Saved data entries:
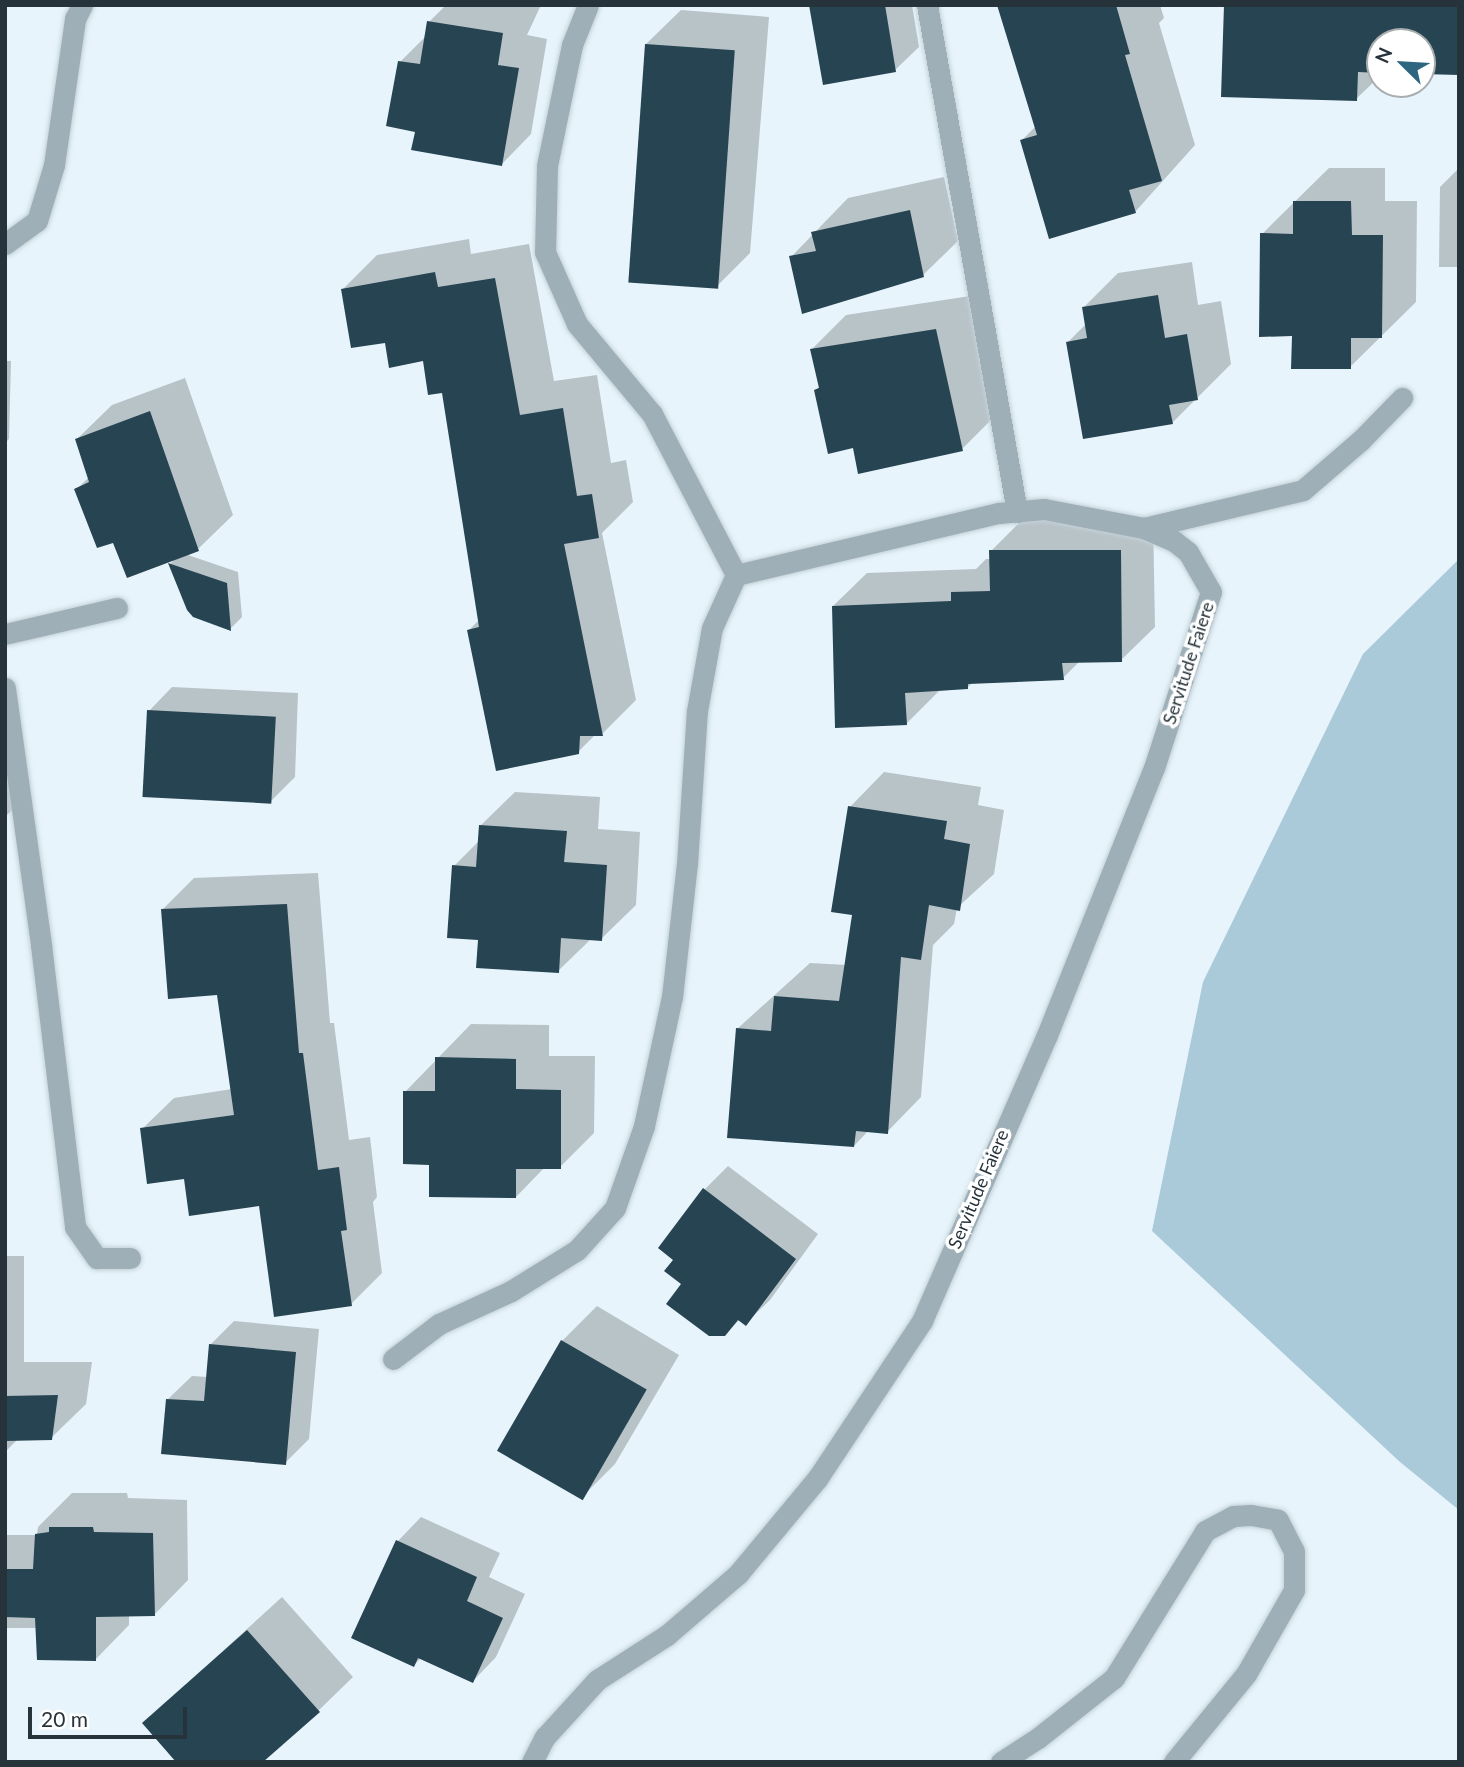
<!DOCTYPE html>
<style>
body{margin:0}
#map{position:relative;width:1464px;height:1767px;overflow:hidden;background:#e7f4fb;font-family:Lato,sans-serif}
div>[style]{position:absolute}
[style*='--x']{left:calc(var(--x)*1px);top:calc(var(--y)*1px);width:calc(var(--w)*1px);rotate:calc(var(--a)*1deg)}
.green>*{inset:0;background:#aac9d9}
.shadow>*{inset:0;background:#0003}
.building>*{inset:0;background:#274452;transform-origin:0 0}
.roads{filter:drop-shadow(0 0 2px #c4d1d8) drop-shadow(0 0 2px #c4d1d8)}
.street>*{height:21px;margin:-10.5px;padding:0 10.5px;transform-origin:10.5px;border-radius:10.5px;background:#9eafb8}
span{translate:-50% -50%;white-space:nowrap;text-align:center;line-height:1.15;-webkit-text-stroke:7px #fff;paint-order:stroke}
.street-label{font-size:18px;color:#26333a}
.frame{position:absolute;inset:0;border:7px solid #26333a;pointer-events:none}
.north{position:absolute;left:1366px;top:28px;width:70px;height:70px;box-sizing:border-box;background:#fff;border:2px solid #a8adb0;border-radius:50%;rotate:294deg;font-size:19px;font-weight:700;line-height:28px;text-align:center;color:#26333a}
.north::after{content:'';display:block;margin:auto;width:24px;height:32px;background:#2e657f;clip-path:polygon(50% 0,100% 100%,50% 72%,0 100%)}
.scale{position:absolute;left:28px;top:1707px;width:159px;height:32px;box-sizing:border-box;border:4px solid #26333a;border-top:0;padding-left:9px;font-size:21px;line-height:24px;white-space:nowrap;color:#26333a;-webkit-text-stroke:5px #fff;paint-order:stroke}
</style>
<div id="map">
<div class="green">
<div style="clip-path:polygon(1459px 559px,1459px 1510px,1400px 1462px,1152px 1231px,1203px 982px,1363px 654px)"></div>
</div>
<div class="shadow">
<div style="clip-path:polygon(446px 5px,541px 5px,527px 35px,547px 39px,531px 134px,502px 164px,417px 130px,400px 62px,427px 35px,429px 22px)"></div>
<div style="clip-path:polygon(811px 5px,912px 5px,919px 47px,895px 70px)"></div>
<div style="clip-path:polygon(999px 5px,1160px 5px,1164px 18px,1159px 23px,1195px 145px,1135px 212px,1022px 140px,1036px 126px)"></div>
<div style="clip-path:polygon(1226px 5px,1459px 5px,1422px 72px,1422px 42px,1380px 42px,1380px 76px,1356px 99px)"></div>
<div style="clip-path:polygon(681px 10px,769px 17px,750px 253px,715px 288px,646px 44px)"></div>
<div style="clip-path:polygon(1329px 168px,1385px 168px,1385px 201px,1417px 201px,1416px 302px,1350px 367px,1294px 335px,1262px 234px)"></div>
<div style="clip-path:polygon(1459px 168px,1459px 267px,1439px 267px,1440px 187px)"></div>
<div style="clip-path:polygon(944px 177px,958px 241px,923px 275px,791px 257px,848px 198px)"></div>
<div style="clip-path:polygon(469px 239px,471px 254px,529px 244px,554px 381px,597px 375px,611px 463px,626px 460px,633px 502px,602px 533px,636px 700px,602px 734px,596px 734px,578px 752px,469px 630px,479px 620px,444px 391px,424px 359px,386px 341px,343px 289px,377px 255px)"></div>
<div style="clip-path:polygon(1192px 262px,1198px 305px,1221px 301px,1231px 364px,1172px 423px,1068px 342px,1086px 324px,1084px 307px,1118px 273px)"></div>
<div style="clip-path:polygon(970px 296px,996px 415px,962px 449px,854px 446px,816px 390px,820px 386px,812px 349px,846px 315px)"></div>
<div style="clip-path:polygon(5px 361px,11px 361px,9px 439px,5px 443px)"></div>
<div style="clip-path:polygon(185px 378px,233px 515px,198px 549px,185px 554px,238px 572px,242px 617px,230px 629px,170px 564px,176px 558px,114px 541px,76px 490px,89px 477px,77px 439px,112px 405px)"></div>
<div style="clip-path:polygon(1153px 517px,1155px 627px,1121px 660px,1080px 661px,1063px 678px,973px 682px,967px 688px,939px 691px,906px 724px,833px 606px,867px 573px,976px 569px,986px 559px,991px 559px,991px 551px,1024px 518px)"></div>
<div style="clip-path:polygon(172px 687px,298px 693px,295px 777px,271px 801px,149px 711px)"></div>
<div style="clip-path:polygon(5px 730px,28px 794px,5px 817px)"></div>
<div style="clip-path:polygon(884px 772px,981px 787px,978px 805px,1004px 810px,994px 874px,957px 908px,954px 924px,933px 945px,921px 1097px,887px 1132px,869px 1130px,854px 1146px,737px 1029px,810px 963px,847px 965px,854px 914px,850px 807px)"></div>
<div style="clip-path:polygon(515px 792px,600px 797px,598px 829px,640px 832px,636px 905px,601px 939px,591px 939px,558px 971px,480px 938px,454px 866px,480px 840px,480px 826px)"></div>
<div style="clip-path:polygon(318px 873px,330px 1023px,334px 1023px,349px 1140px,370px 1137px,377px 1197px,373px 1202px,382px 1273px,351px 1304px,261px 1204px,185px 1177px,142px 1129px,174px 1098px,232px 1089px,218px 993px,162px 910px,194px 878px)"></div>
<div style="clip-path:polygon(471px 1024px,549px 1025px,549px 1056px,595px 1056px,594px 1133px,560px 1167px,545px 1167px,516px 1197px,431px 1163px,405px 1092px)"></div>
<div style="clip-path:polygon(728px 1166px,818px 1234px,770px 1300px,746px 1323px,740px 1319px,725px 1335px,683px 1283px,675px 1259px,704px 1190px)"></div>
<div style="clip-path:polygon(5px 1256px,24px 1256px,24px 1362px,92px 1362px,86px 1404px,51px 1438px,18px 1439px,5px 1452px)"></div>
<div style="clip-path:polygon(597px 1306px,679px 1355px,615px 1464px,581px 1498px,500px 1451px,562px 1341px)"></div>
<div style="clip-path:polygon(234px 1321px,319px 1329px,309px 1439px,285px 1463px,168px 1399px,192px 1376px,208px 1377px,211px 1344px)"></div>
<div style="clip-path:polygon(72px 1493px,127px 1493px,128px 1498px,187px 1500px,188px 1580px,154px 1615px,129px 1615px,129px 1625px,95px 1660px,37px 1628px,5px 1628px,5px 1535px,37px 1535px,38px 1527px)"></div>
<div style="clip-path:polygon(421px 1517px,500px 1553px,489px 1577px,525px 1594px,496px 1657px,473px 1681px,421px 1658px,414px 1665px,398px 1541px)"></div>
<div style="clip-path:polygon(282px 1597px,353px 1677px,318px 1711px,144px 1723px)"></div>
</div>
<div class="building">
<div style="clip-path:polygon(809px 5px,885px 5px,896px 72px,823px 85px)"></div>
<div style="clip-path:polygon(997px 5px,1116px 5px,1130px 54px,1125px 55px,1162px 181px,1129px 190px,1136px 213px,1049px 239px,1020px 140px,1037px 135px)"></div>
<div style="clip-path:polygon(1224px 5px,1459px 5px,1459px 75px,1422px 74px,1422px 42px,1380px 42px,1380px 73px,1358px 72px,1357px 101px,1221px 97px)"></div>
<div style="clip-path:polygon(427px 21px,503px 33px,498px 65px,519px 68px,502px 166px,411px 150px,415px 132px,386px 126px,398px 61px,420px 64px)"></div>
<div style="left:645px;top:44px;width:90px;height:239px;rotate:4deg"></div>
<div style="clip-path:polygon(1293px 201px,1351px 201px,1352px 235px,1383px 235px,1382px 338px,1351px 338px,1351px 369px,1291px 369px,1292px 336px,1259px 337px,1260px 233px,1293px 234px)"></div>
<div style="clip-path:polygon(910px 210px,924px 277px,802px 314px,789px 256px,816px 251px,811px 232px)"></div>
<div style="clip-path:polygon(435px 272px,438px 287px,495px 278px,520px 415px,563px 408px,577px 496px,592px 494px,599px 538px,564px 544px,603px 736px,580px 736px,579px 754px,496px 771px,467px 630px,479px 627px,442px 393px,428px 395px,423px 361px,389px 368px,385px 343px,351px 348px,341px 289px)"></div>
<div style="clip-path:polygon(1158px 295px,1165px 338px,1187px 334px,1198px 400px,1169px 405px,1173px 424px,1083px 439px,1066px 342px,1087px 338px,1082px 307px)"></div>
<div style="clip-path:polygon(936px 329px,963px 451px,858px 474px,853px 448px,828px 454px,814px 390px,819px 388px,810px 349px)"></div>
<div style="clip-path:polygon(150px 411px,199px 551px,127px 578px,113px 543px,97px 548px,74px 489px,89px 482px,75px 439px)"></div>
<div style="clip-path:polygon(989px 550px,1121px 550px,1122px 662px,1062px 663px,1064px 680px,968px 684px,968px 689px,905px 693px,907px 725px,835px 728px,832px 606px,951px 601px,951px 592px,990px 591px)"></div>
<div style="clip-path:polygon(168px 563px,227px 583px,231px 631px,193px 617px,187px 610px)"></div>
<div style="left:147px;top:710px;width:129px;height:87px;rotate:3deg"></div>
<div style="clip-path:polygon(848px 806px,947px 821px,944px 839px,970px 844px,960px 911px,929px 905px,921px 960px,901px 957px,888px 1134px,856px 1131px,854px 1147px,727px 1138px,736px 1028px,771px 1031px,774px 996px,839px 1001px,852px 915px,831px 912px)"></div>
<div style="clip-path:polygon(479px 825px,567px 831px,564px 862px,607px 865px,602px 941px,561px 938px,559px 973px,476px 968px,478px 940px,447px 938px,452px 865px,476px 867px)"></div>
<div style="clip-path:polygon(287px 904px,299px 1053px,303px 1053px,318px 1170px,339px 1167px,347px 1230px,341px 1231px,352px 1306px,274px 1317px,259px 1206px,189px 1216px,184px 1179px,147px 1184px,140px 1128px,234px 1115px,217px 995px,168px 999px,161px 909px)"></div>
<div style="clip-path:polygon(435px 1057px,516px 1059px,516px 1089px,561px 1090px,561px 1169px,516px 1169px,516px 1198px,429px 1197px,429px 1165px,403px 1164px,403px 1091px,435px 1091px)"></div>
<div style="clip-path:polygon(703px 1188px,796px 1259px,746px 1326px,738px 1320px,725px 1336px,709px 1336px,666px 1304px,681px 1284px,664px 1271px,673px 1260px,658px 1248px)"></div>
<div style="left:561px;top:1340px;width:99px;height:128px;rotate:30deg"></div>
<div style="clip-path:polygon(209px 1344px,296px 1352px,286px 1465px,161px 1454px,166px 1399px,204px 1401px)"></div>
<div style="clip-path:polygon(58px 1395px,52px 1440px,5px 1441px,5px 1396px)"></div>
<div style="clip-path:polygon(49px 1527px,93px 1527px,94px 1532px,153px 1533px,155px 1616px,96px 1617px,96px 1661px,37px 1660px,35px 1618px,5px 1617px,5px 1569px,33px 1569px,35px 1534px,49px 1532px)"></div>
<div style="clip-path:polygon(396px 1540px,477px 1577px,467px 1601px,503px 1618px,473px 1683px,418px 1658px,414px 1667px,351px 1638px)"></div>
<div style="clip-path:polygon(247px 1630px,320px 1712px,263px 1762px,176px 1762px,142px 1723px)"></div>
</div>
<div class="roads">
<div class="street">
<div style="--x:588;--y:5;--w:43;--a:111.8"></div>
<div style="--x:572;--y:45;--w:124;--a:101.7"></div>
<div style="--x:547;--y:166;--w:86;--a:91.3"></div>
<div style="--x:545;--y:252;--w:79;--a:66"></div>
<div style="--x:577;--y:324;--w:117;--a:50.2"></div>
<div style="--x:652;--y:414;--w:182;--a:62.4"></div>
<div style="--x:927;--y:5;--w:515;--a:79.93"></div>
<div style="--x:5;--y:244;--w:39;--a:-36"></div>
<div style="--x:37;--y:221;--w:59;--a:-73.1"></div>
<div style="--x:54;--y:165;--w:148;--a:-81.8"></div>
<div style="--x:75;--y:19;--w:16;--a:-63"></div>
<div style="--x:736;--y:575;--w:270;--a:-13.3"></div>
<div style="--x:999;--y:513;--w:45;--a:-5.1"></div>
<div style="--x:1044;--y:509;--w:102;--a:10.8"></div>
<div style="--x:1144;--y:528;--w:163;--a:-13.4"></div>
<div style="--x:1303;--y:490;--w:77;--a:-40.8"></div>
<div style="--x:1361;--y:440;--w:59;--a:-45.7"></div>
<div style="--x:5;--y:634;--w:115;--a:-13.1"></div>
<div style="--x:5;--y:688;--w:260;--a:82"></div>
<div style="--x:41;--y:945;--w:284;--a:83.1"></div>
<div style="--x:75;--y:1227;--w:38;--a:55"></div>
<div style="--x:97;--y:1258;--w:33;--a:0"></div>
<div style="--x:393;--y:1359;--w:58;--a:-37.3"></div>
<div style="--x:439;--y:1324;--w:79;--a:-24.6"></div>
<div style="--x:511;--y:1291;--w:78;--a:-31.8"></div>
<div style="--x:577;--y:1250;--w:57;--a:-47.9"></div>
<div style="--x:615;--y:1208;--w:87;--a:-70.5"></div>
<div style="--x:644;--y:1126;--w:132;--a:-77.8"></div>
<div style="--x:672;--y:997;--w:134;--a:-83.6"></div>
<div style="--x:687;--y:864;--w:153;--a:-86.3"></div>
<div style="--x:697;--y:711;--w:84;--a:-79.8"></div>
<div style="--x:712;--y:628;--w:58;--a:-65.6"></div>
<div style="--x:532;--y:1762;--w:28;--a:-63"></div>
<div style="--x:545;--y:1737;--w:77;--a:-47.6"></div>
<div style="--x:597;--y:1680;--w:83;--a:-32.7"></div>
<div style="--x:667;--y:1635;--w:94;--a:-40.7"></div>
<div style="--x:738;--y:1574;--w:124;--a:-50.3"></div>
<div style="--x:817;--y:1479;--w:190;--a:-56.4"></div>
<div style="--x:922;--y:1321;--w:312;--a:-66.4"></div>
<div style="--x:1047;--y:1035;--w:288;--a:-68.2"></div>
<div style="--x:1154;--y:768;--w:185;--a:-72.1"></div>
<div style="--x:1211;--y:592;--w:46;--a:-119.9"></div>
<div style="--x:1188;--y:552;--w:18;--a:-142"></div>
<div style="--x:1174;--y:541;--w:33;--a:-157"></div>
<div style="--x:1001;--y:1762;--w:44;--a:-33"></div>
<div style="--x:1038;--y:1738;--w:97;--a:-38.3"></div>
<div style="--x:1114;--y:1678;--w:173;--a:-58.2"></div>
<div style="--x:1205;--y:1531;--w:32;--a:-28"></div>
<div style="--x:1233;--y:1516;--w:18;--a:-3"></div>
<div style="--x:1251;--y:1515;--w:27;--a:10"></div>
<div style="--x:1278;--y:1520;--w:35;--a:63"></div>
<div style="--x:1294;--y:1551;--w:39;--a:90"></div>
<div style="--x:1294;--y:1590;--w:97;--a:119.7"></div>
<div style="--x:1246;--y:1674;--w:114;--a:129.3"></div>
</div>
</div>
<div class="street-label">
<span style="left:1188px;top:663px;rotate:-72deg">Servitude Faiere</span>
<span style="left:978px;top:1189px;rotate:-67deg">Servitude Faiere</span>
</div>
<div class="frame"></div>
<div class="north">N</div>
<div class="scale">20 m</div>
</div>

Exercise instructions: Up to and including the line with "2px #c4d1d8) drop-shadow(0", repeat every line from the top of the entries exactly, but not the pictures.

Answer to the exercise:
<!DOCTYPE html>
<style>
body{margin:0}
#map{position:relative;width:1464px;height:1767px;overflow:hidden;background:#e7f4fb;font-family:Lato,sans-serif}
div>[style]{position:absolute}
[style*='--x']{left:calc(var(--x)*1px);top:calc(var(--y)*1px);width:calc(var(--w)*1px);rotate:calc(var(--a)*1deg)}
.green>*{inset:0;background:#aac9d9}
.shadow>*{inset:0;background:#0003}
.building>*{inset:0;background:#274452;transform-origin:0 0}
.roads{filter:drop-shadow(0 0 2px #c4d1d8) drop-shadow(0 0 2px #c4d1d8)}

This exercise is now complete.